> Work request: Among the entries below, count the lines that contain the word "canvas". Respond with the count only.
[Listed records Boundary: Start]
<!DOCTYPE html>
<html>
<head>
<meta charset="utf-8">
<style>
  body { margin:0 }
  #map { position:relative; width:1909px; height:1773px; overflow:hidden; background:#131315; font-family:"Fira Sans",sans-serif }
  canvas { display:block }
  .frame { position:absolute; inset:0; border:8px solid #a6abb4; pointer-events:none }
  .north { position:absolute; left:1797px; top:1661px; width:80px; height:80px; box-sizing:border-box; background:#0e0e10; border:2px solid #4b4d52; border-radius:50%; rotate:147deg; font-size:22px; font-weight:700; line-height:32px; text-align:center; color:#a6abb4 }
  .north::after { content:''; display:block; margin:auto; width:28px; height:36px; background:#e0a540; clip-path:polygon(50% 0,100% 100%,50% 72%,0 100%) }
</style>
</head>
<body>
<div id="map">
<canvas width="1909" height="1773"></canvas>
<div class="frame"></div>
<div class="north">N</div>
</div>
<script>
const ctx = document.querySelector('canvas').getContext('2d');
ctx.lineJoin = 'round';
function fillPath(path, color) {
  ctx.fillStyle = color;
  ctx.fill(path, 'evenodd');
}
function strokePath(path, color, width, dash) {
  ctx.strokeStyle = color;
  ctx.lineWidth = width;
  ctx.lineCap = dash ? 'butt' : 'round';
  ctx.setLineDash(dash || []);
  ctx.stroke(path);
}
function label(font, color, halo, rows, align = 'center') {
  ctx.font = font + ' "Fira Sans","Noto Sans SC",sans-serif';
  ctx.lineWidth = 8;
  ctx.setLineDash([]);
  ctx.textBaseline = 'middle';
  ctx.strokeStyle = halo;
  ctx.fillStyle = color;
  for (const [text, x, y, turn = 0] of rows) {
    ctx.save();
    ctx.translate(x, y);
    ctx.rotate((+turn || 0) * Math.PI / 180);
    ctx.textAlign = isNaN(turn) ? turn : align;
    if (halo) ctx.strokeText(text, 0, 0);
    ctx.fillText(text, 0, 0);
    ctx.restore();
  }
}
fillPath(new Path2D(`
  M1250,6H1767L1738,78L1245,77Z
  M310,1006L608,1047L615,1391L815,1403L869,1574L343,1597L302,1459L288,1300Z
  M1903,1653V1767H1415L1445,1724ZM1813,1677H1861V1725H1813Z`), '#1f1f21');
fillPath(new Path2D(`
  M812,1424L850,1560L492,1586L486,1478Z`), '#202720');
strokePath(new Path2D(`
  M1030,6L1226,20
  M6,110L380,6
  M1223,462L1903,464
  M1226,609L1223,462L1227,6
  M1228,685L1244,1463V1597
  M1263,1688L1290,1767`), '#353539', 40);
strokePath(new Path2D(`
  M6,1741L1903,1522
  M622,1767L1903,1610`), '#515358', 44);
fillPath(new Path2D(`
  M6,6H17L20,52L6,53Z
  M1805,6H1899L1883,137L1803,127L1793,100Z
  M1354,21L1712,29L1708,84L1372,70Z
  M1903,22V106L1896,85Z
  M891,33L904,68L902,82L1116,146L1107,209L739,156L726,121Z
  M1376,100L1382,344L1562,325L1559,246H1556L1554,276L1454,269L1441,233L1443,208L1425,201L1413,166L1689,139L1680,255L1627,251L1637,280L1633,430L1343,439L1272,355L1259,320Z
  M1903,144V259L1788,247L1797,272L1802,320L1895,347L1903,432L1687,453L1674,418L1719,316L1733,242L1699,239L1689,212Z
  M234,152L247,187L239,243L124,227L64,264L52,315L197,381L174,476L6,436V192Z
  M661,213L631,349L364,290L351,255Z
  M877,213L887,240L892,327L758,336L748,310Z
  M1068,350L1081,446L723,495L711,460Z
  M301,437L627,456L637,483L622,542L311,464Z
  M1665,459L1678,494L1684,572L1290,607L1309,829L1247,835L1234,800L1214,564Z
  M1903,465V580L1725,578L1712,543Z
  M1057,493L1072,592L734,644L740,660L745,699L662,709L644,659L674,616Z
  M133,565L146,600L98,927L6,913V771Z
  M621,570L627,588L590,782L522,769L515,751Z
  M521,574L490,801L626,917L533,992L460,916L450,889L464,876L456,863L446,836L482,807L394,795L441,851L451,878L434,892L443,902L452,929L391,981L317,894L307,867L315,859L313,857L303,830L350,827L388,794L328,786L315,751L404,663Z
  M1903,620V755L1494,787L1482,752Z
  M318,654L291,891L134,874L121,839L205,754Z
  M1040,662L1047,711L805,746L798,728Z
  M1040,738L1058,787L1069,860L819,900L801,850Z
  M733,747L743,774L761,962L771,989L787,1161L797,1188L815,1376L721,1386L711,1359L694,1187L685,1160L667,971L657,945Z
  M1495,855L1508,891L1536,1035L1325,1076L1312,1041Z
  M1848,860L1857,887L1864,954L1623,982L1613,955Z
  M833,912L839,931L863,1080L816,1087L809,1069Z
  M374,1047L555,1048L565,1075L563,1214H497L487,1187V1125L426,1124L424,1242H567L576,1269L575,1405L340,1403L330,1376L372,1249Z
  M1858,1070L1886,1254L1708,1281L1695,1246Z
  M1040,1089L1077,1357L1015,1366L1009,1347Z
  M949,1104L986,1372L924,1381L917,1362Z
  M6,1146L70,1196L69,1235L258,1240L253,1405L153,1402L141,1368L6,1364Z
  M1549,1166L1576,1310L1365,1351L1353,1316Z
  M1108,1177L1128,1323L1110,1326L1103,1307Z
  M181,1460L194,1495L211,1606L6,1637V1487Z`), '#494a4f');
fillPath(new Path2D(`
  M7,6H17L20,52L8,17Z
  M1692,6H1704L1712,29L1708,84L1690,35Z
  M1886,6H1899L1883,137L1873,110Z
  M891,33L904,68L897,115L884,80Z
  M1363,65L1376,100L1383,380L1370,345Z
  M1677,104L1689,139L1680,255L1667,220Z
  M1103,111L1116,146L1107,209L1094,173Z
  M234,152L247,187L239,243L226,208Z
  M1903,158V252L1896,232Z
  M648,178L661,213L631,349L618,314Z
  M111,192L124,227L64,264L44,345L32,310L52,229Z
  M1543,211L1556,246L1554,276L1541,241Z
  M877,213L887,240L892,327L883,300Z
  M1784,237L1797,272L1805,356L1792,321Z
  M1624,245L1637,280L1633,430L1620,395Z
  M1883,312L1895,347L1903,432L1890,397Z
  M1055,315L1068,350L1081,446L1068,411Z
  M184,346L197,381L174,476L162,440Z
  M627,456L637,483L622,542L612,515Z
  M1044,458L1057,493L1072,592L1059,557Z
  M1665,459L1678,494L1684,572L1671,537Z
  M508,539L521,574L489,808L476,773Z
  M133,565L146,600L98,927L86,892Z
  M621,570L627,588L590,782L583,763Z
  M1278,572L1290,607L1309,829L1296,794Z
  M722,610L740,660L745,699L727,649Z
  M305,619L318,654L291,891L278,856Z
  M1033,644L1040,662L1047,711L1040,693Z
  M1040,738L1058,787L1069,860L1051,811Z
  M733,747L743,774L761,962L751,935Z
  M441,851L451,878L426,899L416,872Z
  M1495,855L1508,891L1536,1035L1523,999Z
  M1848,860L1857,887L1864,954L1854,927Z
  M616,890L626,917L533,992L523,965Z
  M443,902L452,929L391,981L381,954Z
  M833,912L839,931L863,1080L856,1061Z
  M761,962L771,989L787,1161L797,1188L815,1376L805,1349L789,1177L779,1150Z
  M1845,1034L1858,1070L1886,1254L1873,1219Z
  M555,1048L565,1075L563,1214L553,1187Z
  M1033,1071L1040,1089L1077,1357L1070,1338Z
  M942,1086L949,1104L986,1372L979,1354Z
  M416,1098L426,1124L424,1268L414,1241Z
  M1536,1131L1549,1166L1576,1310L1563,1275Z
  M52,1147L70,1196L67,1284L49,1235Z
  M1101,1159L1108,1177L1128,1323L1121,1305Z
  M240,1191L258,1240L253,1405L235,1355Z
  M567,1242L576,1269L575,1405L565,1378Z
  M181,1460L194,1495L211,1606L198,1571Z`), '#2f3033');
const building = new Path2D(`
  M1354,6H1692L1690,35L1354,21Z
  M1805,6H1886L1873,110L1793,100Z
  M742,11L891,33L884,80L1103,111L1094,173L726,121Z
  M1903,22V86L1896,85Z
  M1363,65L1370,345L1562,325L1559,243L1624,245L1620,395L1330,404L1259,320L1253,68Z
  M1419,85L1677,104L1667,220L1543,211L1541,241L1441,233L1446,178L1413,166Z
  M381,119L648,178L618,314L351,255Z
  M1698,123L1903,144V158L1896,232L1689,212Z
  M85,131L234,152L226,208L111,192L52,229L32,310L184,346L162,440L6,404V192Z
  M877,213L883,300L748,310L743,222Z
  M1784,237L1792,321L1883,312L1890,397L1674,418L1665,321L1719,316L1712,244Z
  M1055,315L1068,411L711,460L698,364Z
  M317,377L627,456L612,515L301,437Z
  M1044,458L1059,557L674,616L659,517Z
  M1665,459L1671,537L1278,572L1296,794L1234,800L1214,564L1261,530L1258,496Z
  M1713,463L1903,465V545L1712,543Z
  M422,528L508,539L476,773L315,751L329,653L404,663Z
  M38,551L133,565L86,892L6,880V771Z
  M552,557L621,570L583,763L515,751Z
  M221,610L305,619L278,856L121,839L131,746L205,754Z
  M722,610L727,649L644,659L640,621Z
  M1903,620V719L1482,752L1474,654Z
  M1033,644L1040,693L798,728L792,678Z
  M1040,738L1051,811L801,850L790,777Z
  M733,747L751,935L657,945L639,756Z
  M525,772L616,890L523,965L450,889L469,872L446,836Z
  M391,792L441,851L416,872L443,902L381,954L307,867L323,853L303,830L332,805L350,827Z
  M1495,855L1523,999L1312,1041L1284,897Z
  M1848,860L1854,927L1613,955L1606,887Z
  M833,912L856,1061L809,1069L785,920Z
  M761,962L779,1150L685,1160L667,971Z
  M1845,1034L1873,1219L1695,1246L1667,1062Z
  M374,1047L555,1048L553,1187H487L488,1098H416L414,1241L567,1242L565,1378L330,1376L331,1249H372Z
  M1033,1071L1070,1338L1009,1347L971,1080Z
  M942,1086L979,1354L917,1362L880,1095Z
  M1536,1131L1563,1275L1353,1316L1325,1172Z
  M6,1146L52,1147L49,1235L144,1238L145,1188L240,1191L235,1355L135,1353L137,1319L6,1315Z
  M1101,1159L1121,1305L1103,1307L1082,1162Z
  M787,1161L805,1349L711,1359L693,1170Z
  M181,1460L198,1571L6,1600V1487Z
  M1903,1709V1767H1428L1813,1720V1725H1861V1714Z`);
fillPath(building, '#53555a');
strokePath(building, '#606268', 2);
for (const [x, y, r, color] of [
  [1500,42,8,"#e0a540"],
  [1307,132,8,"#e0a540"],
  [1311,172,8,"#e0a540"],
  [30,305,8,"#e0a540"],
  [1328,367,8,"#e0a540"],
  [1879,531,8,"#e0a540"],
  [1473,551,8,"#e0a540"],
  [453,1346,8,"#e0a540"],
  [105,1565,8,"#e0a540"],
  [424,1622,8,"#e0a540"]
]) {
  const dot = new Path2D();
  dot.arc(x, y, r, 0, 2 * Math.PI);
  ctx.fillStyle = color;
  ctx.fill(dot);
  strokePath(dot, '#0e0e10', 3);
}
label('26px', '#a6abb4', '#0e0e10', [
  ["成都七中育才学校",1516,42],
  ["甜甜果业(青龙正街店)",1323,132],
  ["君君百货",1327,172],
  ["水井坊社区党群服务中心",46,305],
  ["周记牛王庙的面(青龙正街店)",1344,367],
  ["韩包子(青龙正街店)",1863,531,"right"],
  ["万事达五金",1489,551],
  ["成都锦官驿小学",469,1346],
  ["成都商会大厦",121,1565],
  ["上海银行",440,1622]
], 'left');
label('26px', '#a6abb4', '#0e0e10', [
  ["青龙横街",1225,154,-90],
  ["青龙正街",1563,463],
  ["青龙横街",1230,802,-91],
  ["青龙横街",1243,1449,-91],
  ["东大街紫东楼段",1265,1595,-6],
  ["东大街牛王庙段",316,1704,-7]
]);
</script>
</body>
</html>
[Listed records Boundary: End]
> Output for this exercise: 3